* _Your objective_: The data below contains pictures, which are to be skipped; the lines starting at the line with "Map reading. Give" and ending at the line with "I am building" are to be output exactly, both ends included.

* _Supplied material_:
»»

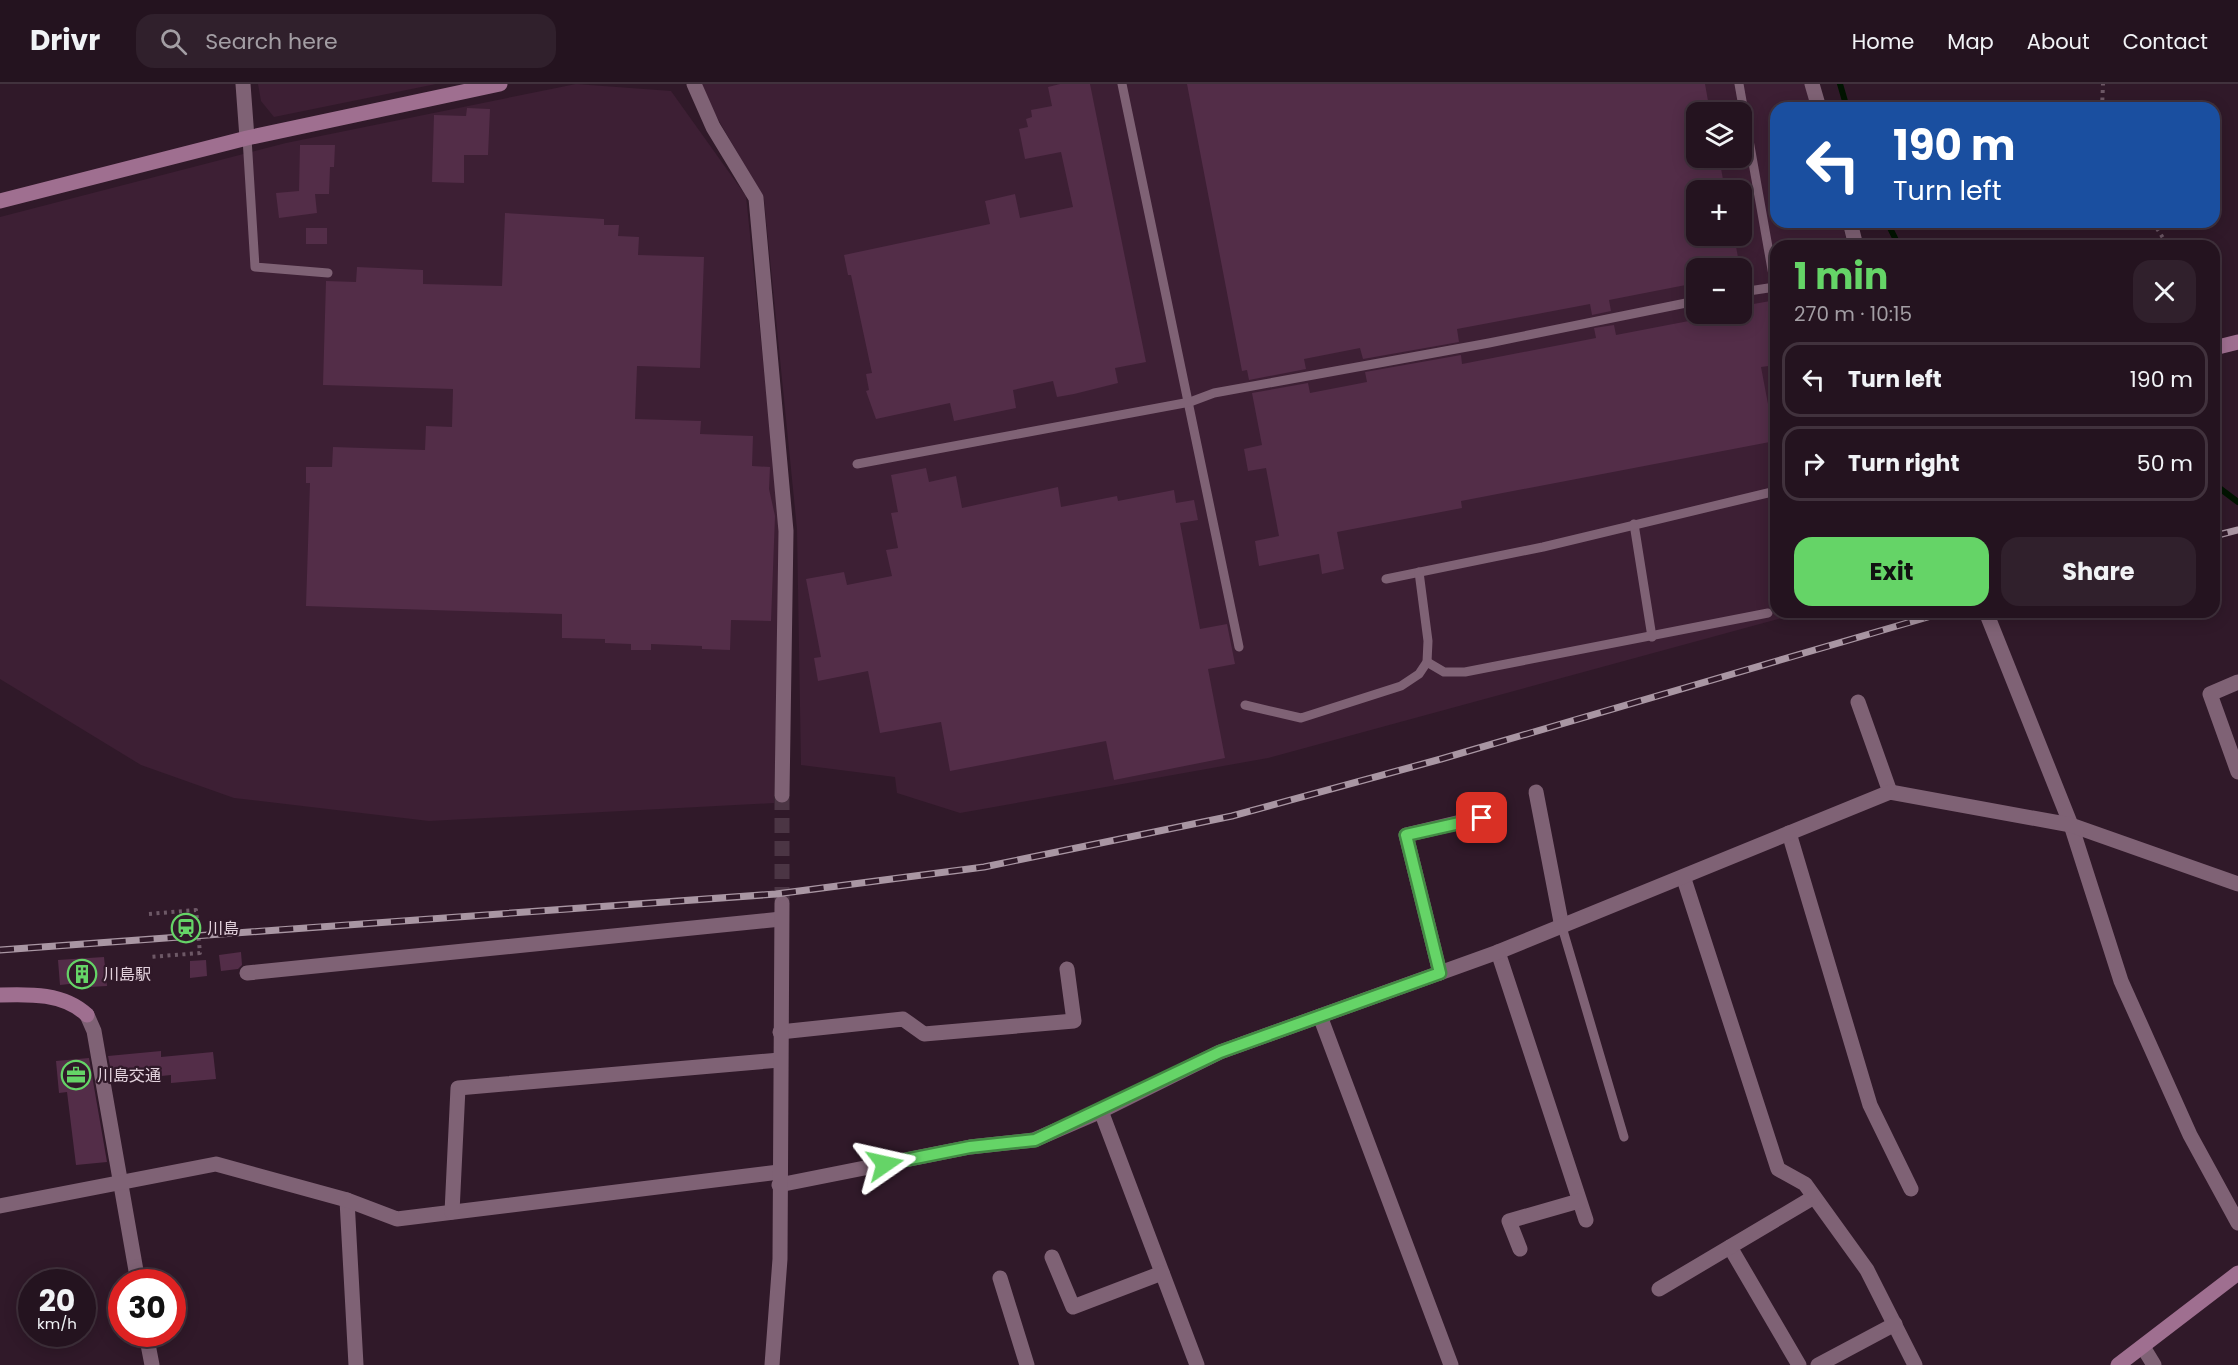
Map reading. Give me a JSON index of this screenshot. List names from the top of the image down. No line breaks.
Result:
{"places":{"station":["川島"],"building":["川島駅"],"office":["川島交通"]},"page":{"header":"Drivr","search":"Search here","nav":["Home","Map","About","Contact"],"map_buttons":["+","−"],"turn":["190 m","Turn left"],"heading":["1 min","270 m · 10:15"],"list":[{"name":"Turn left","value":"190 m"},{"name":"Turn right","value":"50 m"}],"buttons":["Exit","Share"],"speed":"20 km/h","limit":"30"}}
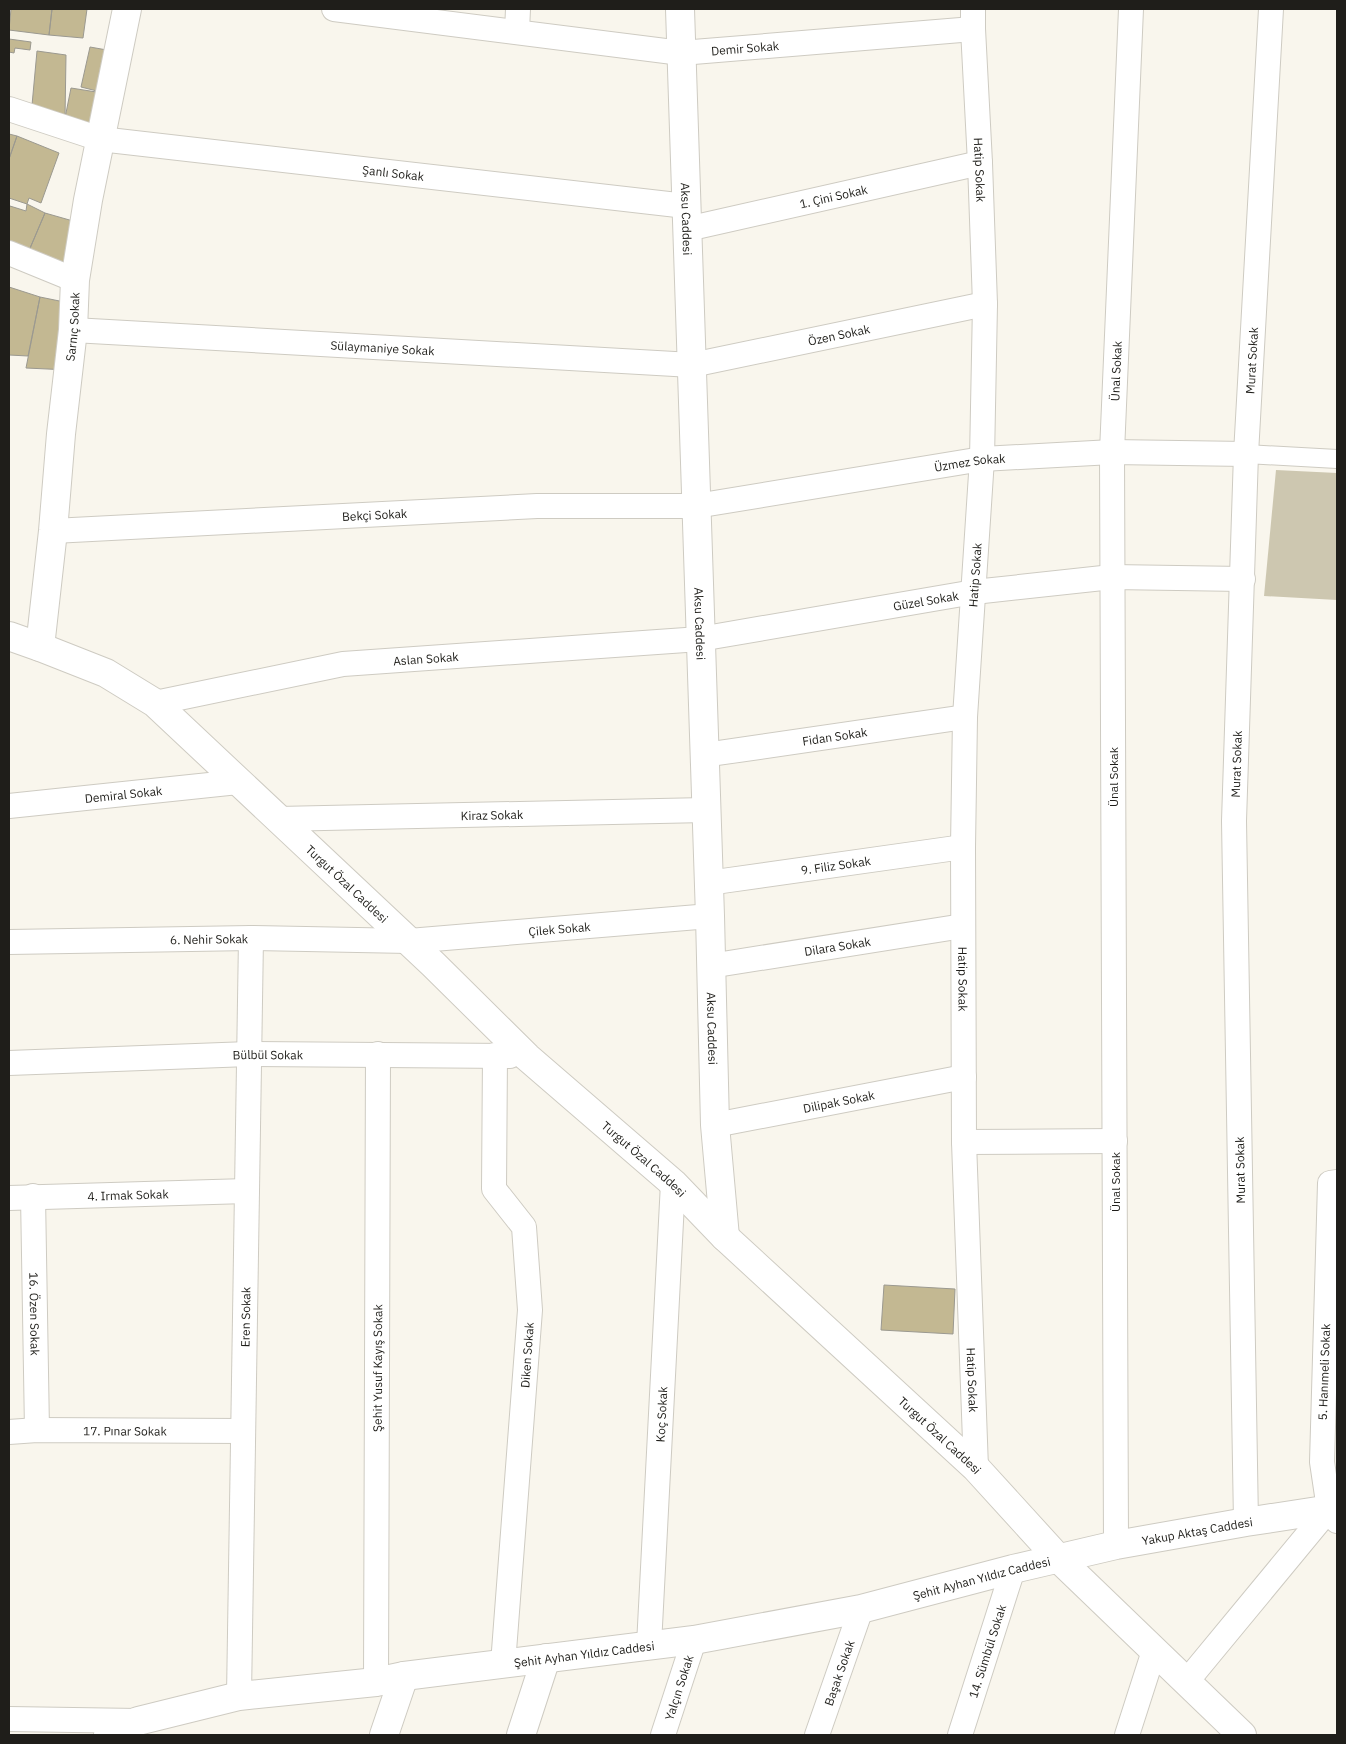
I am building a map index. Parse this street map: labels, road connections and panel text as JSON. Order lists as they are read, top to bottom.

««
»»

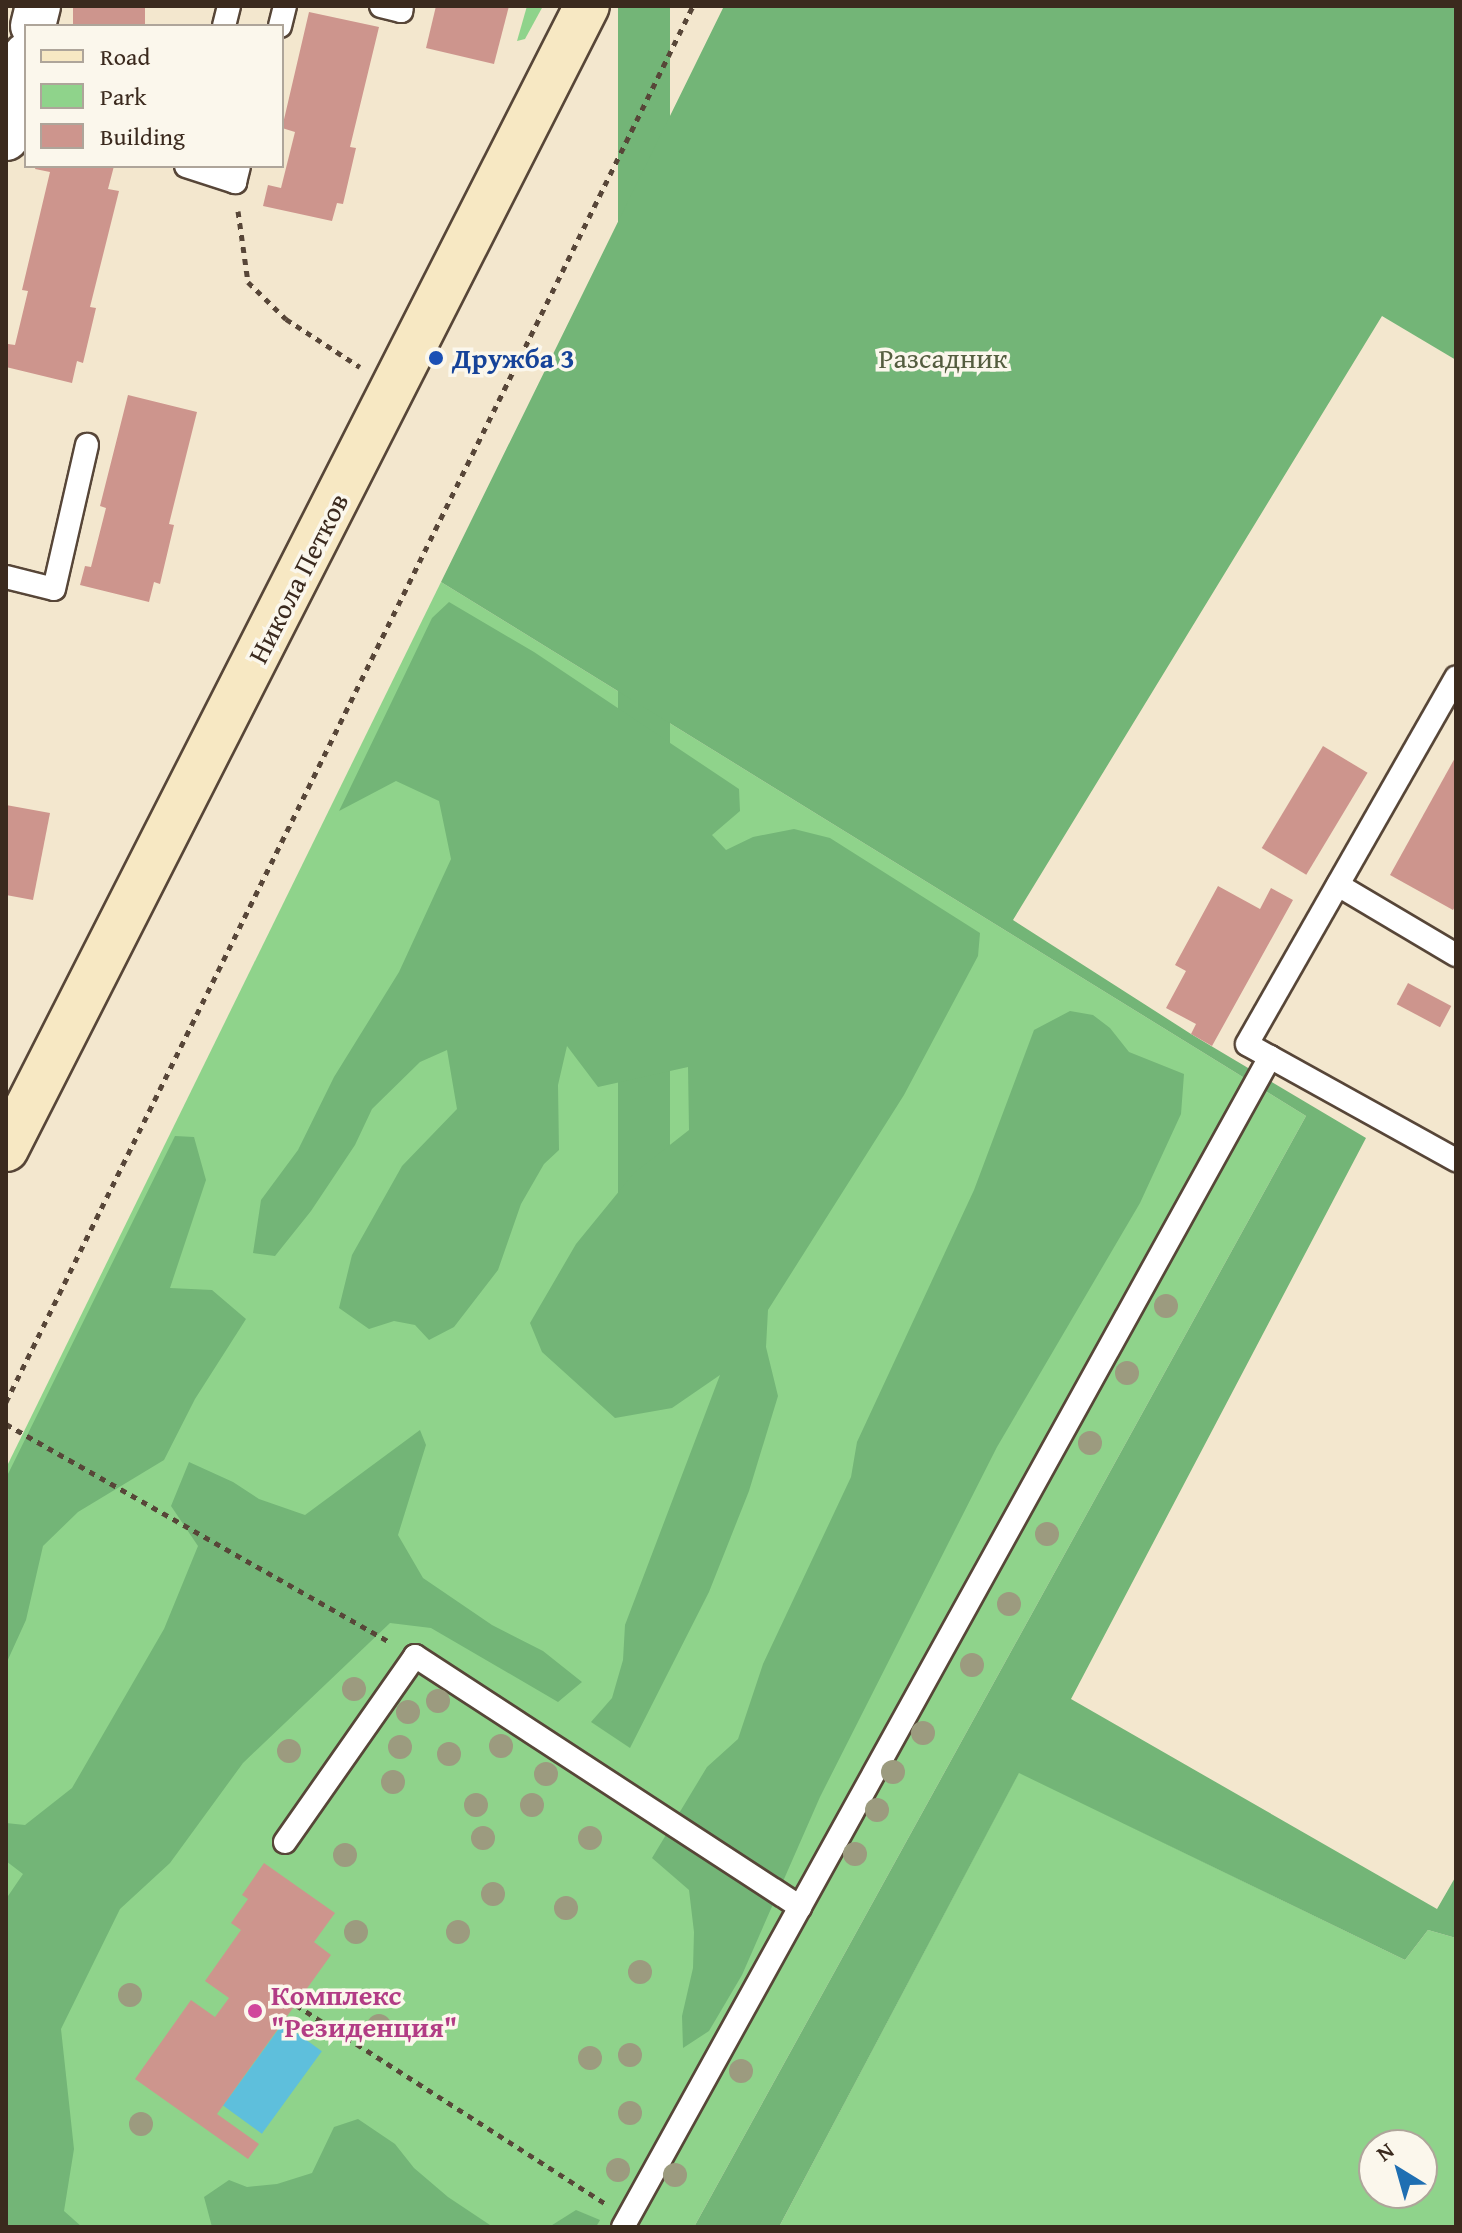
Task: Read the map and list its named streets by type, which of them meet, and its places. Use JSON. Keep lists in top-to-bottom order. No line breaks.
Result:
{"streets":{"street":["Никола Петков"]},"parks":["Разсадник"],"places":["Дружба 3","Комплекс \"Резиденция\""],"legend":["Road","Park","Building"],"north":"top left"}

««
»»

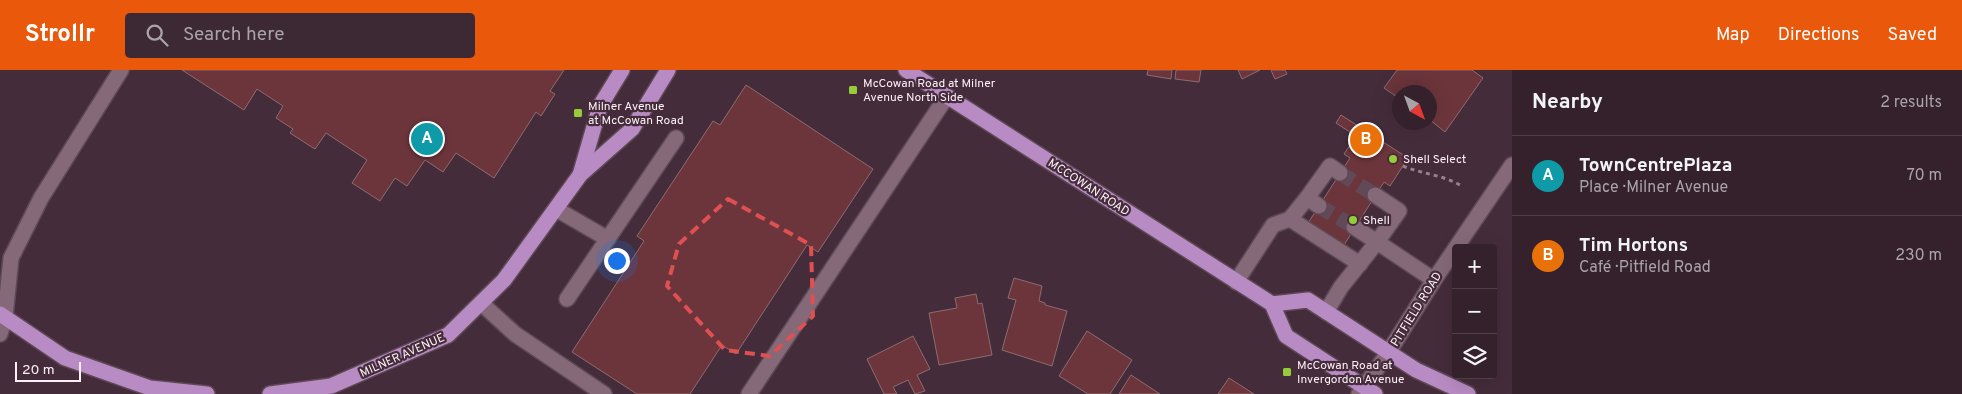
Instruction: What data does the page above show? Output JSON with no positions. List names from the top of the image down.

««

* _Solution for this problem_:
Map reading. Give me a JSON index of this screenshot. List names from the top of the image down. No line breaks.
Result:
{"places":{"station":["川島"],"building":["川島駅"],"office":["川島交通"]},"page":{"header":"Drivr","search":"Search here","nav":["Home","Map","About","Contact"],"map_buttons":["+","−"],"turn":["190 m","Turn left"],"heading":["1 min","270 m · 10:15"],"list":[{"name":"Turn left","value":"190 m"},{"name":"Turn right","value":"50 m"}],"buttons":["Exit","Share"],"speed":"20 km/h","limit":"30"}}
I am building a map index. Parse this street map: labels, road connections and panel text as JSON. Order lists as they are read, top to bottom.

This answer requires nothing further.